The third thermal property of normal weight concrete at elevated temperature is density. The variation of density with temperature, ρ(θ), is influenced by water loss and is defined as follows in Eqs. (2.6)–(2.9) [20]. Figure 13 shows the density of normal weight concrete as a function of temperature used in the study based on Eurocode-2-part1-2. The density of concrete at ambient temperature used in the study ρ(20 ° C) is 2330 kg/m³. Figure 14 shows the coefficient of thermal expansion of concrete at elevated temperatures.

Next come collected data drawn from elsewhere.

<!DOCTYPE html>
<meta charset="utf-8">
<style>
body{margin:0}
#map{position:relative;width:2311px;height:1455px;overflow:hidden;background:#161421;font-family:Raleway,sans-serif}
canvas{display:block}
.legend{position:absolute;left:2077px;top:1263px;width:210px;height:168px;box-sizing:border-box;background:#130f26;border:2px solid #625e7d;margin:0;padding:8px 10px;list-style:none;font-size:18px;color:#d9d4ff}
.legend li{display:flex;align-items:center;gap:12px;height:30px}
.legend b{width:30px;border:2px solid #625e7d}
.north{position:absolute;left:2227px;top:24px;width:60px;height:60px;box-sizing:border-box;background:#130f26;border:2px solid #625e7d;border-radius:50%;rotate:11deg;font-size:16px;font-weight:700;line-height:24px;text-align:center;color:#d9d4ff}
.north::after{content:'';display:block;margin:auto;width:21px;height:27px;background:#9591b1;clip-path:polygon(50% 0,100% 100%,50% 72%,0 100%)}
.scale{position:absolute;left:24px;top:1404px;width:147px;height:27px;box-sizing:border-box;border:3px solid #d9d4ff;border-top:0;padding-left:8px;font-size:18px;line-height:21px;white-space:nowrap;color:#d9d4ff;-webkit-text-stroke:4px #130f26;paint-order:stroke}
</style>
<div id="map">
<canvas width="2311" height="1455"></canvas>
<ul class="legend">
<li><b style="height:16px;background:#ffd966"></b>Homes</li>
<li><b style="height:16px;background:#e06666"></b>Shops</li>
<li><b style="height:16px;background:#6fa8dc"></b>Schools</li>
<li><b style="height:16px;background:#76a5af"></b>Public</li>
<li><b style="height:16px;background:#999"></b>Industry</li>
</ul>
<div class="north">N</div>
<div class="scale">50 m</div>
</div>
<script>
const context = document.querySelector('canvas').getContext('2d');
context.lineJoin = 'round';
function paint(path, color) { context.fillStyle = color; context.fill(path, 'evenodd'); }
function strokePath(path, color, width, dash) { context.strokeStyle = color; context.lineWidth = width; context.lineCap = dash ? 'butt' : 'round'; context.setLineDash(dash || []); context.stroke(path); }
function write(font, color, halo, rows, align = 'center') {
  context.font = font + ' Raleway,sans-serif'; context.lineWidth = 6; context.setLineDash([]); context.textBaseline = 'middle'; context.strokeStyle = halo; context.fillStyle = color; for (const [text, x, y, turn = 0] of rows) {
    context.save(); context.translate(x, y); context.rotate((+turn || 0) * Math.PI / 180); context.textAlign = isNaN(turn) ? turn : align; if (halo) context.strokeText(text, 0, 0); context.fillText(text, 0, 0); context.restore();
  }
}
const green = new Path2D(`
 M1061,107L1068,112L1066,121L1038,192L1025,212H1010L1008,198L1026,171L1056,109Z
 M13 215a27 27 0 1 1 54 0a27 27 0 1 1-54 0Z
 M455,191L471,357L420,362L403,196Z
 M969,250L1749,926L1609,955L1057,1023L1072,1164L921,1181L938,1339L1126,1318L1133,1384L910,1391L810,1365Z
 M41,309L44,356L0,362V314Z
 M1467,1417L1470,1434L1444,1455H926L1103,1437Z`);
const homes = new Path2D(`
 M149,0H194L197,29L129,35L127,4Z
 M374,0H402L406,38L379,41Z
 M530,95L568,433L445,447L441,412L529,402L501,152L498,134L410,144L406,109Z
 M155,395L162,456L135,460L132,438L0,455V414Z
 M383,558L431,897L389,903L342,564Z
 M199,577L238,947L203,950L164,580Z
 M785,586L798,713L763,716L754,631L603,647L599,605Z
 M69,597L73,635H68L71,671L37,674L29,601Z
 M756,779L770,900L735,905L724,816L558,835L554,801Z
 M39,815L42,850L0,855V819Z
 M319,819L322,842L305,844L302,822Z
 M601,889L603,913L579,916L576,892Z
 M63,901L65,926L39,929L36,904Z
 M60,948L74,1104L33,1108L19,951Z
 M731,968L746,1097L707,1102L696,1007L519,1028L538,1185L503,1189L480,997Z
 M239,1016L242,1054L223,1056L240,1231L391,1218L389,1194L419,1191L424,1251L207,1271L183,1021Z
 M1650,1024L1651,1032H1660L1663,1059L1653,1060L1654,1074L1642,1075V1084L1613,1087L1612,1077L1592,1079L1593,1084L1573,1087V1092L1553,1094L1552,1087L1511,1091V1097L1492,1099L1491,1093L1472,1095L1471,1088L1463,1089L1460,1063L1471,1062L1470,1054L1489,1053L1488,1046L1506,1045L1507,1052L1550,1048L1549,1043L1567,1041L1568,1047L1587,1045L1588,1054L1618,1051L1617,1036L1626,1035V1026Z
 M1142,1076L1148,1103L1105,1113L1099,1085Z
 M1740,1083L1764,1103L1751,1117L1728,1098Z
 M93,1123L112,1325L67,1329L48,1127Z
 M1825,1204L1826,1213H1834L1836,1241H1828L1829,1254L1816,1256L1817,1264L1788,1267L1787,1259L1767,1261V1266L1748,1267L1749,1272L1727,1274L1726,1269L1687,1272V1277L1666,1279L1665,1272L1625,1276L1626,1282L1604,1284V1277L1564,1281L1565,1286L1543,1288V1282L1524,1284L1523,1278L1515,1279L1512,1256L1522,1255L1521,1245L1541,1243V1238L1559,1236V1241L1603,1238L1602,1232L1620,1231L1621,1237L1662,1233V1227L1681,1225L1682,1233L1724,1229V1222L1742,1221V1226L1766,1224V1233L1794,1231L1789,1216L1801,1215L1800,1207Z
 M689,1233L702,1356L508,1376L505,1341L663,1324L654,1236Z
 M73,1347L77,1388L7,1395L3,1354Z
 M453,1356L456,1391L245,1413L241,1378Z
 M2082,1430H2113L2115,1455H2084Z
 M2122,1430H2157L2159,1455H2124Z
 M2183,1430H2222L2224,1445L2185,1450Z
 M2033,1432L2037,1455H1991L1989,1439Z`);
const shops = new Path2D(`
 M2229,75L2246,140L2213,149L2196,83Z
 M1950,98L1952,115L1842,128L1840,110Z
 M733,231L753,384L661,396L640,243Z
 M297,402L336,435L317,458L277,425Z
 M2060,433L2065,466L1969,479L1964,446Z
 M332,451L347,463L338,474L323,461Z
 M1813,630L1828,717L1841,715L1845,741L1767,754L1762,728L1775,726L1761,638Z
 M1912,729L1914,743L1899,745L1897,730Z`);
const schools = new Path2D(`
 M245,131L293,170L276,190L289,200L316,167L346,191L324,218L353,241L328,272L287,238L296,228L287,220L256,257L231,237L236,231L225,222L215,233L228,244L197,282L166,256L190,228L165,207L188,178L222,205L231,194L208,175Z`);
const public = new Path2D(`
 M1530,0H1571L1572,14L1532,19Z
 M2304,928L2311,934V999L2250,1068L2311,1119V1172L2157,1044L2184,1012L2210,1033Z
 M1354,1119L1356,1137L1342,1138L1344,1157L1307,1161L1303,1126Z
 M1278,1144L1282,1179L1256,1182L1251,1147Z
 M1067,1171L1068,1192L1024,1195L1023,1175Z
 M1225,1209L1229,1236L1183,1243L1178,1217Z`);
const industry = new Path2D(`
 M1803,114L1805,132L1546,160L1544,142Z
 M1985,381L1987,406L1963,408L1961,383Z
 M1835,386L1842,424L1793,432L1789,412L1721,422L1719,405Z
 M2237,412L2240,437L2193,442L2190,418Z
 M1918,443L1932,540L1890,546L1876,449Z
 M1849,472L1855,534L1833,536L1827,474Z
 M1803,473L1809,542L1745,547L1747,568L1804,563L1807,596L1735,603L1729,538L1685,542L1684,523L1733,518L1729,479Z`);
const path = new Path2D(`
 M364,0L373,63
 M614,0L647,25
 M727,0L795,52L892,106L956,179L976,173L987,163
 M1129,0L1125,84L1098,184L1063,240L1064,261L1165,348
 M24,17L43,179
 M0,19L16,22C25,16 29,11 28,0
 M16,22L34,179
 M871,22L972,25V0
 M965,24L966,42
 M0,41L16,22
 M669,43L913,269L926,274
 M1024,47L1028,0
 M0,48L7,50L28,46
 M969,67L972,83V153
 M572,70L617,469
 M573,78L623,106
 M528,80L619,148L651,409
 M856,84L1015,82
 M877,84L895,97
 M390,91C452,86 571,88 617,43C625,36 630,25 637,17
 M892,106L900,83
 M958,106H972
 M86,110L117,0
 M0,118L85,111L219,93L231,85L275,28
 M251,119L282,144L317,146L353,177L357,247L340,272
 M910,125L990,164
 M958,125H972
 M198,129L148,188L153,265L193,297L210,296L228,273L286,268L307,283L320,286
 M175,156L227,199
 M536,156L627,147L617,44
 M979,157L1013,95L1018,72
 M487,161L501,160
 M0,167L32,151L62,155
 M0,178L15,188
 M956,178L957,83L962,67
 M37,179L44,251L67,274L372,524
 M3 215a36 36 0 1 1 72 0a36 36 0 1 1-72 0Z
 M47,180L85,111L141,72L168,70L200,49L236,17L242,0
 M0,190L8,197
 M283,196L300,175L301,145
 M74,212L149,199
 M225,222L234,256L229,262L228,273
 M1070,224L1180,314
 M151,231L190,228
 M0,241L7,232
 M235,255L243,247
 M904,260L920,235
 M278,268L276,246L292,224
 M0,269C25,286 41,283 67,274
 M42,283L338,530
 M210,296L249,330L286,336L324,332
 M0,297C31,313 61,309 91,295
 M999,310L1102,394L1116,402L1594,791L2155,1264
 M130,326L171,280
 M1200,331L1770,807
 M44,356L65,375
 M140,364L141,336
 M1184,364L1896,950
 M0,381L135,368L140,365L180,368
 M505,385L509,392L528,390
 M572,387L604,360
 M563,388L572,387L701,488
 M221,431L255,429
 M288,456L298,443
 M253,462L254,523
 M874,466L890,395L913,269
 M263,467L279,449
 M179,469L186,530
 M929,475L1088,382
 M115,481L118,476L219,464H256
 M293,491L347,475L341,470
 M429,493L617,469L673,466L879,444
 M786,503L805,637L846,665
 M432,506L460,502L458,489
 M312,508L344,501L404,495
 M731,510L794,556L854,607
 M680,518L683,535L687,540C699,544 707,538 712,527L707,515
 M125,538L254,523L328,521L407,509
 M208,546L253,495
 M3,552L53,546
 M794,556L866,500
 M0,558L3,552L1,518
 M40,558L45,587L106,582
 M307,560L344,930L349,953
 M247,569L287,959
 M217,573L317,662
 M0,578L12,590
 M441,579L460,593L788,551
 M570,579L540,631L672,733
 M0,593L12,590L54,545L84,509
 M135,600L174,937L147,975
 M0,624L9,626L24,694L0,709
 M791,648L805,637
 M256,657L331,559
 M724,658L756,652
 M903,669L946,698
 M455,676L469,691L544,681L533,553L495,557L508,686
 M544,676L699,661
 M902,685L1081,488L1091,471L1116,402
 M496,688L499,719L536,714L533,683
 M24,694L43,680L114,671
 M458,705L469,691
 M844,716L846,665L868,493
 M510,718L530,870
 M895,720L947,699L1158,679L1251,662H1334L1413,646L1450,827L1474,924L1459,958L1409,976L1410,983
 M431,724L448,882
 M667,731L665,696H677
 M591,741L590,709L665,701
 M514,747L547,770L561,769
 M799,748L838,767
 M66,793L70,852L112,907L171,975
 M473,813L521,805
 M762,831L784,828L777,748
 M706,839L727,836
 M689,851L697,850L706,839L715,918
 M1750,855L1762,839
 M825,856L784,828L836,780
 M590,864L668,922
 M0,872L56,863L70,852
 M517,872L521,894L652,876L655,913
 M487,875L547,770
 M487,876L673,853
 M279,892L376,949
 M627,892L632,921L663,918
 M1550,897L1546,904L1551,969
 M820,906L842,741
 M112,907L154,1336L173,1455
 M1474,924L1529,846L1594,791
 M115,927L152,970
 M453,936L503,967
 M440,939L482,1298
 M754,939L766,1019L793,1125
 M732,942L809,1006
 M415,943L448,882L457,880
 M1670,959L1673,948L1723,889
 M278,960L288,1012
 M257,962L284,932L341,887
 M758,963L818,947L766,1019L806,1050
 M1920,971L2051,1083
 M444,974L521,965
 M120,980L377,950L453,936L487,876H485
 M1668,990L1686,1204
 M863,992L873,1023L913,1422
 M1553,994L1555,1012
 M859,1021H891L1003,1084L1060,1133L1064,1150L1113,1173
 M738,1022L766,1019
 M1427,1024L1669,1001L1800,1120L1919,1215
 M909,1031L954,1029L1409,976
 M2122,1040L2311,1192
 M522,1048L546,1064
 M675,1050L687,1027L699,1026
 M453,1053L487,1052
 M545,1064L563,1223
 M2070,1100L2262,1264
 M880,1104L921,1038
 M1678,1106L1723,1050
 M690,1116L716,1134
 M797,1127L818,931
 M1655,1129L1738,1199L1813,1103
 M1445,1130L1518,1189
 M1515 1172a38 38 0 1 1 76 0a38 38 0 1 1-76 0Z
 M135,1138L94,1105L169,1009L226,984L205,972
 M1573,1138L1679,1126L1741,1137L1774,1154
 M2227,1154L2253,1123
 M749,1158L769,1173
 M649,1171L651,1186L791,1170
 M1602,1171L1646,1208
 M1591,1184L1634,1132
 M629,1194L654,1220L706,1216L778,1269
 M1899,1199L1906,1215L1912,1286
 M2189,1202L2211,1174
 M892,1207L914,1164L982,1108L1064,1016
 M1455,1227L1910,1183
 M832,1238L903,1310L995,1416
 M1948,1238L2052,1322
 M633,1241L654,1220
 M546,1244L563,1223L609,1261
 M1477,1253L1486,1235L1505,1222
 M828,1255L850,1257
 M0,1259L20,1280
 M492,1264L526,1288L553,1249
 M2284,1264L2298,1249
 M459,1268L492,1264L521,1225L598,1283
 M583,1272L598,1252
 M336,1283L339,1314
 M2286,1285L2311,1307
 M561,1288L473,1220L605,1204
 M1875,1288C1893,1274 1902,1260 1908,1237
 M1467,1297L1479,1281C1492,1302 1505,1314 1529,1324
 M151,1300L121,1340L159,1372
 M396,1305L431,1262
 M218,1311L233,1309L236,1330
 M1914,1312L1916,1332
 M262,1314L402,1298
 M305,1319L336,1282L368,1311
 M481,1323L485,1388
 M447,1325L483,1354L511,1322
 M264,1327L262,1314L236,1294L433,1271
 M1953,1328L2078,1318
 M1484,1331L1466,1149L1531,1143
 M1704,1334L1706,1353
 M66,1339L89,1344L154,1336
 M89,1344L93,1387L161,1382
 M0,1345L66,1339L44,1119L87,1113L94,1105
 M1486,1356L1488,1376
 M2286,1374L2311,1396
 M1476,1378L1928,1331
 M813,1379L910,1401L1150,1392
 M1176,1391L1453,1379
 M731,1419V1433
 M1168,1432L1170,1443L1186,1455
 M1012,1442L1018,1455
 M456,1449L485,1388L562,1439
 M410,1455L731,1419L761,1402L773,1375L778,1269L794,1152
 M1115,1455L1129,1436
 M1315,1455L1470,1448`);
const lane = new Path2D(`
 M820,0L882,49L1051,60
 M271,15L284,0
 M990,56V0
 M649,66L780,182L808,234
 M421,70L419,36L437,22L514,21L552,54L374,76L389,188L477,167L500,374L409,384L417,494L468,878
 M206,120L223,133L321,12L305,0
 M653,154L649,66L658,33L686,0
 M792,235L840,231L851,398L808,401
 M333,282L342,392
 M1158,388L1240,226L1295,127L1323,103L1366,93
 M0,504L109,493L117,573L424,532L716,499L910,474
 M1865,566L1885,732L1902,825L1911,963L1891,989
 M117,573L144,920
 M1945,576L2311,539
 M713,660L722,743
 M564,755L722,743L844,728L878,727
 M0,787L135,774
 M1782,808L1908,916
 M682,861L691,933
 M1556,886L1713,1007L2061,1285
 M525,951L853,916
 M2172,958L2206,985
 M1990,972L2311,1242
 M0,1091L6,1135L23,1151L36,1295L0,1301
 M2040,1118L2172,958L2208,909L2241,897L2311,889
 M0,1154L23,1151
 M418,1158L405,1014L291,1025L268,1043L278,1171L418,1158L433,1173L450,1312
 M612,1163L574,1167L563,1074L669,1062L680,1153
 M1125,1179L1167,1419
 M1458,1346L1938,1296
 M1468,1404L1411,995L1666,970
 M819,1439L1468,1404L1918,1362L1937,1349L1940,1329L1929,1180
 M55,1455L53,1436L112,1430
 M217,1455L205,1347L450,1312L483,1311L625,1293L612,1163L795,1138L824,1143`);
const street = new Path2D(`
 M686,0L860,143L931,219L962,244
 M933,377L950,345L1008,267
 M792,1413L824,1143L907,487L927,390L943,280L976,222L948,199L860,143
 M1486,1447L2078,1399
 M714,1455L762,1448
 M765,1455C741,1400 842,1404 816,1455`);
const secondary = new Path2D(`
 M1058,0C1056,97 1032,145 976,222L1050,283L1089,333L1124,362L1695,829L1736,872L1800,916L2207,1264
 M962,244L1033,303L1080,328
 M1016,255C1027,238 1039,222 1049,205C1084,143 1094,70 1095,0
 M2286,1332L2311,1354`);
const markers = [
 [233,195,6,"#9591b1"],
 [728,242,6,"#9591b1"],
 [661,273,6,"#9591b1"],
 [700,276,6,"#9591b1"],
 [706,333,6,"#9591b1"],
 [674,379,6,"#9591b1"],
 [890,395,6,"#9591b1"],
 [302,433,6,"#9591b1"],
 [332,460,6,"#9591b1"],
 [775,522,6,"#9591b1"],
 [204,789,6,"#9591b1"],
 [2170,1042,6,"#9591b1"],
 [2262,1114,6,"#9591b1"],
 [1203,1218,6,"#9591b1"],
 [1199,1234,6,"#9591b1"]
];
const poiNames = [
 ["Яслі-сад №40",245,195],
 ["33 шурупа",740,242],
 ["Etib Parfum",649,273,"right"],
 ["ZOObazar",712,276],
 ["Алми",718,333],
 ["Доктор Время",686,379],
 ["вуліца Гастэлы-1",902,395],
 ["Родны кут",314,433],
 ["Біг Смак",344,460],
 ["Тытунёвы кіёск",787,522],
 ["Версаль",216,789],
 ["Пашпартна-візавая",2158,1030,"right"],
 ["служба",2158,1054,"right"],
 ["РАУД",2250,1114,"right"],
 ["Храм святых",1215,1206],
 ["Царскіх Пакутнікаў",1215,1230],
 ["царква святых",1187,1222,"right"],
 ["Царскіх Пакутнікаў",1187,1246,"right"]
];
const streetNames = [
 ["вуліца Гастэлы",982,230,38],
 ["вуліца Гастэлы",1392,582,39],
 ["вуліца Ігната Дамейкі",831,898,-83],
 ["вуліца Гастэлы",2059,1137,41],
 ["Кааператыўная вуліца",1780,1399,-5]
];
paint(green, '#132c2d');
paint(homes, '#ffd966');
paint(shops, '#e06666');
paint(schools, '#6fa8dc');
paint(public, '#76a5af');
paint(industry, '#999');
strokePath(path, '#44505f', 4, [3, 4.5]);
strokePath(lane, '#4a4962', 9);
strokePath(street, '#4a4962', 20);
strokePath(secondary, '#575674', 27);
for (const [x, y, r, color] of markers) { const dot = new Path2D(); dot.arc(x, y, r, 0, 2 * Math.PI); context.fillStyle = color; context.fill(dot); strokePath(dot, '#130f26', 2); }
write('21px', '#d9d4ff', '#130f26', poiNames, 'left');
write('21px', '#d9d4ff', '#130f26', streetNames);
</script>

$${\displaystyle \begin{array}{cc}\rho \left(\theta \right)=\rho \left(2{0}^{{}^{\circ}}C\right)& \textrm{for}\ 2{0}^{{}^{\circ}}\textrm{C}\le \theta \le 11{5}^{{}^{\circ}}\textrm{C}\end{array}}$$

(2.6)

$${\displaystyle \begin{array}{cc}\rho \left(\theta \right)=\rho \left(2{0}^{{}^{\circ}}C\right)\left(1-0.02\left(\frac{\theta -115}{85}\right)\right)& \textrm{for}\ 11{5}^{{}^{\circ}}\textrm{C}<\theta \le 20{0}^{{}^{\circ}}\textrm{C}\end{array}}$$

(2.7)

$${\displaystyle \begin{array}{cc}\rho \left(\theta \right)=\rho \left(2{0}^{{}^{\circ}}C\right)\left(0.98-0.03\left(\frac{\theta -200}{200}\right)\right)& \textrm{for}\ 20{0}^{{}^{\circ}}\textrm{C}<\theta \le 40{0}^{{}^{\circ}}\textrm{C}\end{array}}$$

(2.8)

$${\displaystyle \begin{array}{cc}\rho \left(\theta \right)=\rho \left(2{0}^{{}^{\circ}}C\right)\left(0.95-0.07\left(\frac{\theta -400}{800}\right)\right)& \textrm{for}\ 40{0}^{{}^{\circ}}\textrm{C}<\theta \le 120{0}^{{}^{\circ}}\textrm{C}\end{array}}$$

(2.9)

The mechanical properties of concrete at elevated temperatures are compressive strength, tensile strength, modulus of elasticity, and poison’s ratio. The mean cylindrical compressive and tensile strengths of concrete at ambient temperature were 60.8 MPa and 3.5 MPa, respectively [12] for validation. For parametric study, the characteristic cylindrical compressive strength of concrete was 30 MPa for reference wall (control specimen). Based on Eurocode-2-part1-2, the compressive and tensile strength of concrete at temperature, θ, were determined by multiplying the factors given for the respective temperature and characteristic compressive or tensile strength [20]. As depicted in Eurocode-2-part-1-2, the strength and deformation properties of uniaxially stressed concrete at elevated temperatures shall be obtained from the stress-strain relationships shown in Eq. (2.10). For ε_{c1, θ} ≤ ε ≤ ε_{cu1, θ}any linear or non-linear descending branch can be adopted as stated in Eurocode-2-part-1-2. Where σ(θ) is stress at temperatureθ, εis any strain within the range, f_{c, θ}is compressive strength of concrete at temperature θ, ε_{c1, θ} is the strain at f_{c, θ} and ε_{cu1, θ} is the peak strain at temperature, θ. In this study, a non-linear descending branch at elevated temperatures was adopted for numerical purpose as shown in Fig. 15. Figure 16 shows the relationship of stress- strain of concrete in tension at elevated temperature used in this study. Figure 17 shows the relationship of compressive strength of concrete and temperature. The tensile strength of concrete at elevated temperatures is depicted in Fig. 18. The Poisson’s ratio of concrete used in the model was 0.15 and Young’s modulus of concrete at elevated temperature was determined by using Eq. (2.15). Figure 19 shows modulus of elasticity of concrete at elevated temperature.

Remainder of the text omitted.